Sunday, August 3, 2008

Face Down in the Marrow Bone Pie by Kathy Lynn Emerson


The Elizabethan era is one of the most intriguing and fascinating times of England’s colorful history. This may be the reason why so many authors, such as Fiona Buckley, Karen Harper, Edward Marston and Kathy Lynn Emerson, choose that time period as the backdrop for their mysteries. The glamour of court life, wars against Spain and France, and the strife at home give the authors plenty of events as a basis of their stories.

Emerson’s first mystery with Lady Susanna Appleton is set in the first year of Elizabeth’s reign. The Lady’s husband Sir Robert is sent to France by good Queen Bess on a reconnaissance mission loosely disguised as a gift giving gesture to the new French king.

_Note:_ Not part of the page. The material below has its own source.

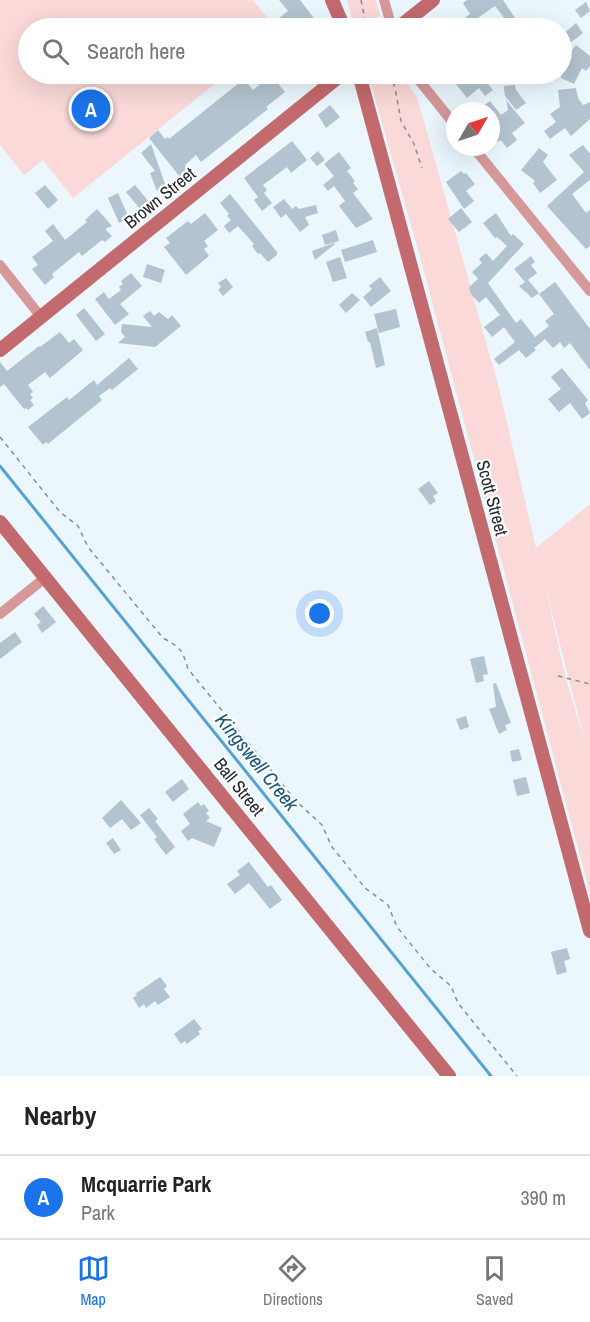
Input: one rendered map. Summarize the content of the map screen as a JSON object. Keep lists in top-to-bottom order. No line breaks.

During his absence, Susanna travels to her husband’s ancestral home Appleton Manor where the steward died under circumstances she finds odd. Although she and her retinue arrive several weeks after the death and there is no evidence that the man’s passing was anything other than natural, Susanna continues to probe, snoop and ask questions surrounding the deaths of the steward and her father-in-law’s two years prior.

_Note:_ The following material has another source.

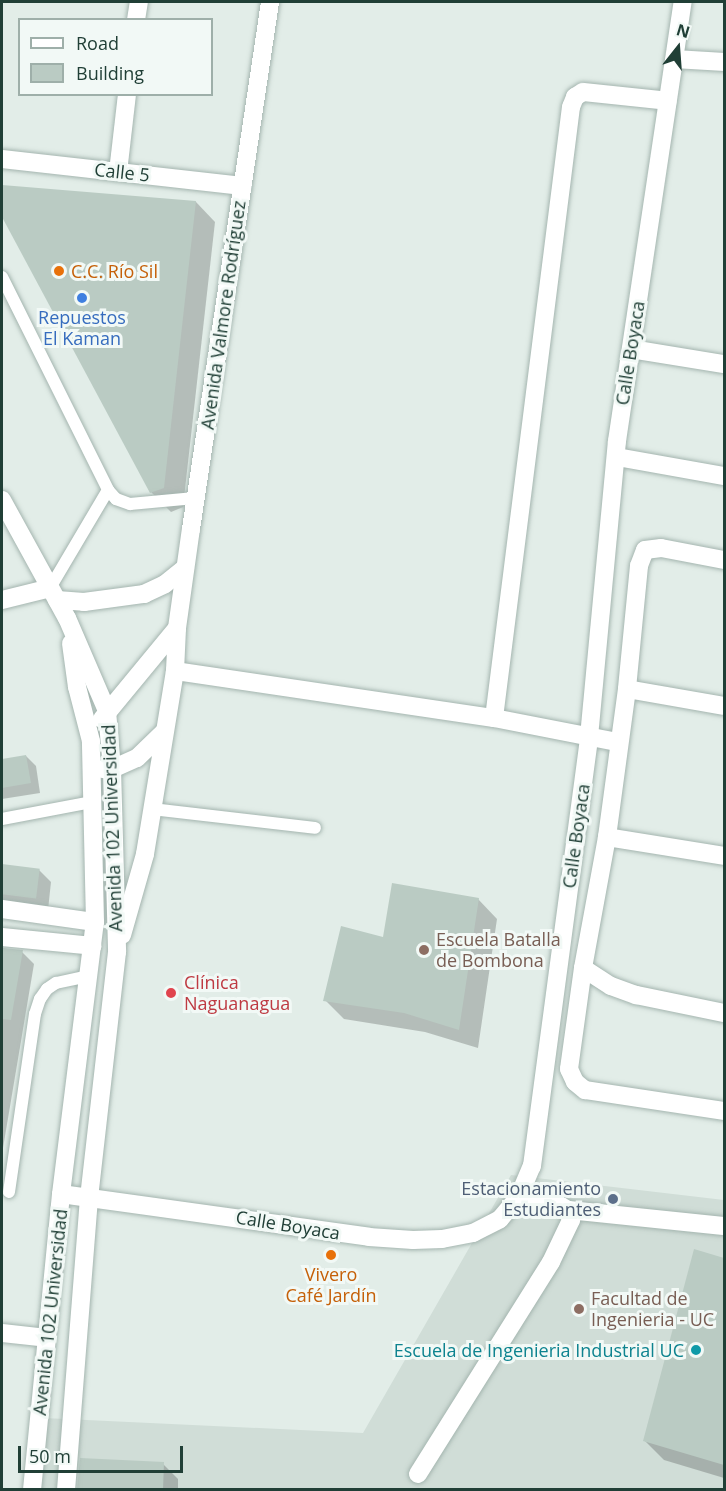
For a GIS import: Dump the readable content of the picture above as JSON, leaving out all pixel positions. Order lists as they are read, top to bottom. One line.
{"streets":{"street":["Calle 5","Avenida Valmore Rodríguez","Calle Boyaca","Avenida 102 Universidad"]},"crossings":[["Calle 5","Avenida Valmore Rodríguez"],["Avenida Valmore Rodríguez","Avenida 102 Universidad"],["Calle Boyaca","Avenida 102 Universidad"]],"places":["C.C. Río Sil","Repuestos El Kaman","Escuela Batalla de Bombona","Clínica Naguanagua","Estacionamiento Estudiantes","Vivero Café Jardín","Facultad de Ingenieria - UC","Escuela de Ingenieria Industrial UC"],"legend":["Road","Building"],"scale_bar":"50 m","north":"top"}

Her investigation is thwarted by the local villagers’ mistrust of the newcomers to the manor, the strange family of the neighboring manor and the general opinion that Sir Robert’s boyhood home is haunted by a vengeful ghost.

Slowly but persevering, Lady Appleton finds out more about her husband’s family and their history than he ever told her.

Emerson’s Susanna is a very strong-will and stubborn woman who doesn’t exactly bully her husband but forces her wishes and does what she wants. Sir Robert appears almost cuckolded. His trip to France in intermingled in the novel but adds nothing to the mystery and becomes more a distraction rather than a sub-plot. It was as if Emerson only used it to show her knowledge of the French monarchy during Elizabeth’s early reign and get Sir Robert out of the way to allow Susanna her freedom to investigate the steward’s death without interruption. The only cross-connect between the two stories is a brief but very important event at the climax of the mystery.

It seems that Susanna is based loosely on Queen Elizabeth I, whose intelligence, wit and eccentricities are portrayed accurately although the monarch makes a very brief appearance. But Lady Appleton becomes almost too over-bearing for the reader because she is always right with few flaws.

Even with all that, Face Down in the Marrow-Bone Pie is a fun read and does whet the readers’ appetite for more. I definitely plan to continue reading Emerson’s Face Down series.